Toxic relationships in all forms are being discussed more and more. It is a necessary conversation for all of us to have. However, most of these articles and talks that I have encountered concern how to stay away from toxic people, but no one is concerned with how to not be a toxic friend themselves.
I find that rarely are people in our lives knowingly and intentionally trying to be a bad friend, significant other, roommate, etc. (although there are always some exceptions). Soon enough, a behavior becomes a habit and before you know it the relationship is off-balance. And as easy as it is for someone else to do this, it can be a simple mistake for you as well.
Here are some tips on how to avoid becoming a toxic friend.
1. Remember to ask questions
It sounds rather obvious, but thoughtfulness is significant. Take a moment everyday to check up on those who mean the most to you. Everyone feels more secure when they know that they are being looked after. Never forget to ask your pals the easiest question in the world: "How was your day?"
2. If you have the time, make the time
Not only should we check up on those that we care about, but we should do what we can to help them out. If someone has a big presentation coming up, ask if you can help them practice. A roommate has a stressful week coming up, so remove small stresses from their daily routine by making their coffee in the morning.

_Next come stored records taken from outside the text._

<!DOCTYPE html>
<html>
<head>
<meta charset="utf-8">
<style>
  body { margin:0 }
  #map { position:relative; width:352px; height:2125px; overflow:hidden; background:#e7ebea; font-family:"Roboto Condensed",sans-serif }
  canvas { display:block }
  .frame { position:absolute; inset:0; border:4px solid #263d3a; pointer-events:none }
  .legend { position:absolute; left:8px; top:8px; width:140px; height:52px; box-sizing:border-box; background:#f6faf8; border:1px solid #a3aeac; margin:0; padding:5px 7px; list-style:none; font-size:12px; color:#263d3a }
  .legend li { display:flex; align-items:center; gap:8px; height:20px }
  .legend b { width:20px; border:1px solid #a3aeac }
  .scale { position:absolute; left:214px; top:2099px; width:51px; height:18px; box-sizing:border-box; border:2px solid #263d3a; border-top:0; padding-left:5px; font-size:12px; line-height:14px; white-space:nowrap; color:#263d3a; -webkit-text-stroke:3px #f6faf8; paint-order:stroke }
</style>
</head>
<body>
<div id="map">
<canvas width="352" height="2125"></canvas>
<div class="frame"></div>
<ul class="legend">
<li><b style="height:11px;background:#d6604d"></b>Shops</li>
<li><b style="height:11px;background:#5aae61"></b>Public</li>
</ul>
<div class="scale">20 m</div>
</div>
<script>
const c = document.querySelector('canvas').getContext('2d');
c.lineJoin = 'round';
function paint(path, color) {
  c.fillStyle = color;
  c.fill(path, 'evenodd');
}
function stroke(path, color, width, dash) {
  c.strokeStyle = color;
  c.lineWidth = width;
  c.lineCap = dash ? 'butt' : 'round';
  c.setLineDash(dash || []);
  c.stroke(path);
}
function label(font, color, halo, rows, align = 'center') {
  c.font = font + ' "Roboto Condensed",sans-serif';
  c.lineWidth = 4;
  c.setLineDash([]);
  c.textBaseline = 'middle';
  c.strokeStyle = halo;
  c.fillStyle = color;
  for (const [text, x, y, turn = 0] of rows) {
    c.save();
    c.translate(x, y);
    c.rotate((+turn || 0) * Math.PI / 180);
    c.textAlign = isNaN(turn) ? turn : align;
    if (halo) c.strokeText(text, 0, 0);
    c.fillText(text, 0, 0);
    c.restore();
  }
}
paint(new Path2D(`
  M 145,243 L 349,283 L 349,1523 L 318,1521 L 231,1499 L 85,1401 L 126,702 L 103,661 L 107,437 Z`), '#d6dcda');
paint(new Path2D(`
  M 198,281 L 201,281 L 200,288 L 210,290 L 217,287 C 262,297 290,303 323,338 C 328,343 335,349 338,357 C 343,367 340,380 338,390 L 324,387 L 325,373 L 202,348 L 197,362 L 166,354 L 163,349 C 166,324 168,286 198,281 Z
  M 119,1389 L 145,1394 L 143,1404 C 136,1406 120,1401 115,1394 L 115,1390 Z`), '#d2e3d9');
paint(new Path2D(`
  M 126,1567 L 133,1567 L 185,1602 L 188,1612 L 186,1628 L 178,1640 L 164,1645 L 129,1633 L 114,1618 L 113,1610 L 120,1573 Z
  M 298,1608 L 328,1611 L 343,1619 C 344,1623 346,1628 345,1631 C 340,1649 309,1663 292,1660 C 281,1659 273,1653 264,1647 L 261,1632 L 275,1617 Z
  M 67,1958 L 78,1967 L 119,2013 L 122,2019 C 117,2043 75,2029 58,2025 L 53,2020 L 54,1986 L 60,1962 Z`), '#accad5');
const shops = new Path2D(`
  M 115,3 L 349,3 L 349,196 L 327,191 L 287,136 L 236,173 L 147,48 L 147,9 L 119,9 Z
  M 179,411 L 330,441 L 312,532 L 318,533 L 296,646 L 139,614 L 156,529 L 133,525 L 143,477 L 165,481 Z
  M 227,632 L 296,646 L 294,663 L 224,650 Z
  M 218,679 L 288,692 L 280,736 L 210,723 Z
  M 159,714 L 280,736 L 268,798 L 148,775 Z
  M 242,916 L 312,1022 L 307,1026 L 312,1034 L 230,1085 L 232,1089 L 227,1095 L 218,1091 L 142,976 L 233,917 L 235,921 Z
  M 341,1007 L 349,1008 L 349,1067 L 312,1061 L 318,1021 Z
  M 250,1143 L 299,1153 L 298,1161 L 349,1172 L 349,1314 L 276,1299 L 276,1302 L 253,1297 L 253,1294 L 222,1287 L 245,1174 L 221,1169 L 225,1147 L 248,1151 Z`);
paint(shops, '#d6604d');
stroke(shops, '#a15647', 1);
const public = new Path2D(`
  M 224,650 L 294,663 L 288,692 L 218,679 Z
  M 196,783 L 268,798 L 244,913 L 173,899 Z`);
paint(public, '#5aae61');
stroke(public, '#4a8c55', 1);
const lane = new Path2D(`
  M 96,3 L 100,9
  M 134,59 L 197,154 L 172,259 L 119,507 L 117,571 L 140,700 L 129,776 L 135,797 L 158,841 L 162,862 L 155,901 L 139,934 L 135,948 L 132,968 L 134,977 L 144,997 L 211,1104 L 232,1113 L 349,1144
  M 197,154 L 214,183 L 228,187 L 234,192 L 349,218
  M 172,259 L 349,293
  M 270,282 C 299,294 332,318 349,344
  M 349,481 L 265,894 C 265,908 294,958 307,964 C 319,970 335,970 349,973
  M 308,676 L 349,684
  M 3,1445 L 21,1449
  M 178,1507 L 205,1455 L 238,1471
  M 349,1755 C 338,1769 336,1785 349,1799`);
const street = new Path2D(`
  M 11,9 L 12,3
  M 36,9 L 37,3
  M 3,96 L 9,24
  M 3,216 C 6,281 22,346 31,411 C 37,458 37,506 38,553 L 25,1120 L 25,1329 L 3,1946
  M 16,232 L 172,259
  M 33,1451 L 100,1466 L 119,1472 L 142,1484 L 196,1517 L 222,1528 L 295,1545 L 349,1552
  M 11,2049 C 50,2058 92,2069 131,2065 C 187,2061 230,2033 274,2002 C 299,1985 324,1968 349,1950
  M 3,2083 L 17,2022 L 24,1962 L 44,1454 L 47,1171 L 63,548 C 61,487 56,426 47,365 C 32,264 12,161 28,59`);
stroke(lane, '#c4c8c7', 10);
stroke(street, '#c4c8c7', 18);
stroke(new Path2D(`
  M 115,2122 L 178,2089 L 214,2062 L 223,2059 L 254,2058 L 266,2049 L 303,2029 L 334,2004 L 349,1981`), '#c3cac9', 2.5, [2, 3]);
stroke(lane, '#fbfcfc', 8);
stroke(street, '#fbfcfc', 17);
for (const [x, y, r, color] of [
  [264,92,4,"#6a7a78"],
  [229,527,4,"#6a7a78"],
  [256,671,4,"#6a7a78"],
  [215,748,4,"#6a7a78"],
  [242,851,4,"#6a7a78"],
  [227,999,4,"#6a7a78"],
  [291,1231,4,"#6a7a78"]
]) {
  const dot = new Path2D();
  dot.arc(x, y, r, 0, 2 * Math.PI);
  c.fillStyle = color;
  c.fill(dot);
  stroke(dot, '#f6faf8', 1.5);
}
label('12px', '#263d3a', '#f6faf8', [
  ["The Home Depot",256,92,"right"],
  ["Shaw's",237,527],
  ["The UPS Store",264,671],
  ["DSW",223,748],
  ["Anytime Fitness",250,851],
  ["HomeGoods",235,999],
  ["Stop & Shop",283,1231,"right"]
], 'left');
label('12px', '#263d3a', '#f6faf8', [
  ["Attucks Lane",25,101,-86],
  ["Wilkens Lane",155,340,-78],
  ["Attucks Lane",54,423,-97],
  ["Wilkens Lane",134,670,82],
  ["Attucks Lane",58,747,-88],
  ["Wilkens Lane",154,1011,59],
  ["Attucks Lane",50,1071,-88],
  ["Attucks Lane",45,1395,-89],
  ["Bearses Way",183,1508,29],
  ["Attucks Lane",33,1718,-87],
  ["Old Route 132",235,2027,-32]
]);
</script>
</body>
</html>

3. Do things with your friend one-on-one
It is easy to only go to events where most of your peers are going to be. We all have those friends that we only see when we are going out in a big group, but if they are important to you, let them know. Sometimes a quick coffee date or leisurely walk with someone is all that they need to feel better.

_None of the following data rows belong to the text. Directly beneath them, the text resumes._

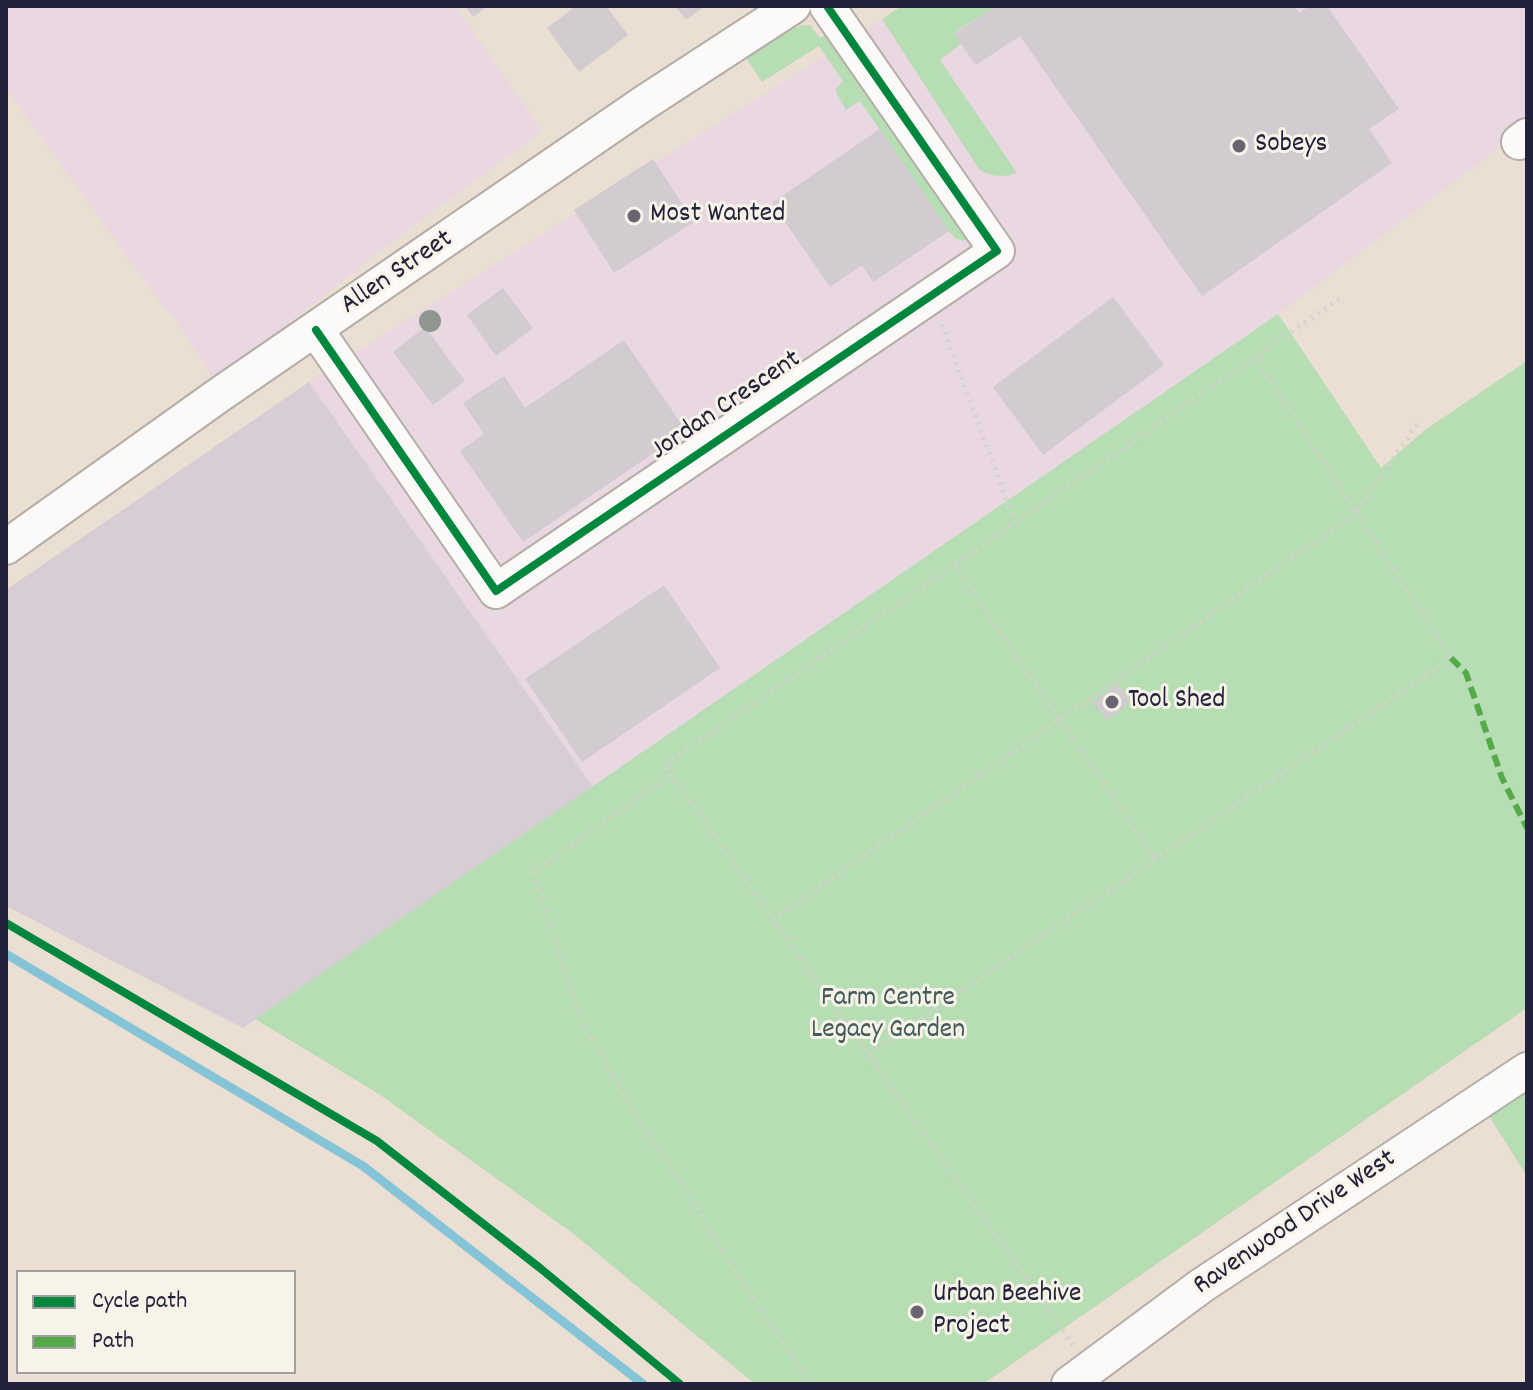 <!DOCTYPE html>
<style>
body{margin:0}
#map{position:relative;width:1533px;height:1390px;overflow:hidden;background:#eadfd2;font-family:Dekko,sans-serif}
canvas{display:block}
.frame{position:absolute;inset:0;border:8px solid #22223b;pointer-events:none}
.legend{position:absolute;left:16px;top:1270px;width:280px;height:104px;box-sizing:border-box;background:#f7f3e8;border:2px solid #a29fa3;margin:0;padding:10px 14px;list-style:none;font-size:24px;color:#22223b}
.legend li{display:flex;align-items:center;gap:16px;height:40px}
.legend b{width:40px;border:2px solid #a29fa3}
</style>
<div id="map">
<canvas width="1533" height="1390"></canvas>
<div class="frame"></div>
<ul class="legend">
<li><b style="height:10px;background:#00873e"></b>Cycle path</li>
<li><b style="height:10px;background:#53aa46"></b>Path</li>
</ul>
</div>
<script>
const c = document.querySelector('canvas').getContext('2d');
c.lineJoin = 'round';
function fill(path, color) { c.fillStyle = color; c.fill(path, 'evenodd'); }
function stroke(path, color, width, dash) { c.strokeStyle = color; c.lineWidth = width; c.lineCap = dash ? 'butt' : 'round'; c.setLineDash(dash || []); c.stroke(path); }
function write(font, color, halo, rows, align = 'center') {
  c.font = font + ' Dekko,sans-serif'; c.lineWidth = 6; c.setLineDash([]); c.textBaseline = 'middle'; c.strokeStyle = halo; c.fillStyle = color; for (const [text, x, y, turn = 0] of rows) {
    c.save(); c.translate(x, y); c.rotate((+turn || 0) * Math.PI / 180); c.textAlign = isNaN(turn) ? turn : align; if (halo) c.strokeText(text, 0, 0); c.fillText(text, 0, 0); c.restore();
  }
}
fill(new Path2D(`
 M6,6H455L542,131L388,245L215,381L175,318L162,305L6,88Z
 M903,6H1527V127L1278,314L593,787L309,382Z`), '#e9d7e1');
fill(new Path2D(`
 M309,382L593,787L243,1028L6,906V590Z`), '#d8cdd5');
fill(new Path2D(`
 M902,6H997L954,33L961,44L940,60L1017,173C1002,177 993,178 979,169L882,19Z
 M803,25H810L820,38L825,35L837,41L968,238L964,241L955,238L949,231L860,101L846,110L835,90L843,81L819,46L762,82L746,58L786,31Z
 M1278,314L1381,468L1425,430L1527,361V1008L983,1384H755L575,1235L379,1094L255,1019Z
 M1527,1087V1176L1489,1116Z`), '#b6ddb4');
stroke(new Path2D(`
 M6,954L363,1166L643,1384`), '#84c4d6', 9);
fill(new Path2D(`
 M465,6H488L473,17Z
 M576,6H606L628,35L579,72L547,28Z
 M675,6H705L686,20Z
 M997,6H1294L1299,13L1310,6H1327L1399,109L1369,129L1392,163L1202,296L1020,36L976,65L954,34Z
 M880,129L949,231L873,282L862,265L830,287L772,203Z
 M653,159L694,222L614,273L574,210Z
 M503,288L533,328L496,356L467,315Z
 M1113,297L1164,365L1043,455L993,387Z
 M425,327L465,381L433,405L393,352Z
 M624,340L686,431L523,542L460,451L484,434L463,403L504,376L525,408Z
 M664,585L720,668L582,762L525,679Z
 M1118,684L1131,702L1107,720L1093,702Z`), '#d2cbd0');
const minor = new Path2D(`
 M1519,142L1527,136
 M316,330L496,591L997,251L827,6
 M6,547L219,395L644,103L793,6
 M1069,1384L1201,1286L1527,1070`);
stroke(minor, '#b4ada7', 38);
stroke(new Path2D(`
 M942,325L1015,523
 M954,565L1155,859
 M670,775L533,873L582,1023L642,1126L684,1187L731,1265L810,1384
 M773,919L1356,513L1420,420
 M869,1054L1451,658L1255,357
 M1073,1345L664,765L1339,299`), '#d4d1cf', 5, [2, 6]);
stroke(minor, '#fcfaf8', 34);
stroke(new Path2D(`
 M1451,658L1466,673L1502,778L1527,828`), '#53aa46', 6, [12, 6]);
stroke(new Path2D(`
 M316,330L496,591L997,251L827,6
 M6,923L377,1141L540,1268L680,1384`), '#00873e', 8);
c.fillStyle = '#8e968f';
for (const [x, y] of [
 [430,321]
]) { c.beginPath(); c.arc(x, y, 11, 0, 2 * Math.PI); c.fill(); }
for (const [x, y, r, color] of [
 [1239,146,8,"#686470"],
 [634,216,8,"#686470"],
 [1112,702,8,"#686470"],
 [917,1312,8,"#686470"]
]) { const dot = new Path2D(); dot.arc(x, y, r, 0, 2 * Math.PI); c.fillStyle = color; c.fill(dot); stroke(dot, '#f7f3e8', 3); }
write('28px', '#22223b', '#f7f3e8', [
 ["Sobeys",1255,146],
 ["Most Wanted",650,216],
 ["Tool Shed",1128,702],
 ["Urban Beehive",933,1296],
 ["Project",933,1328]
], 'left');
write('28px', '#22223b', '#f7f3e8', [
 ["Allen Street",398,274,-34],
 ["Jordan Crescent",727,407,-34],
 ["Ravenwood Drive West",1296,1224,-34]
]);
write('28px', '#425a58', '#f7f3e8', [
 ["Farm Centre",888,1000],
 ["Legacy Garden",888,1032]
]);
</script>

4. Pay attention and don't be afraid to dig deep
No one enjoys talking about the problems that are really bothering us, but that doesn't mean that we don't need to. If you think something is up, politely and respectfully ask if there is anything you can do.
5. Don't indulge bad habits
Just because a friend wants to do something does not mean that, as a friend, you have to encourage it. Don't let Becky call her terrible ex-boyfriend and don't let Mark skip his fifth chemistry class in a row. Being a friend doesn't mean agreeing on things, it means helping others do what is best for them.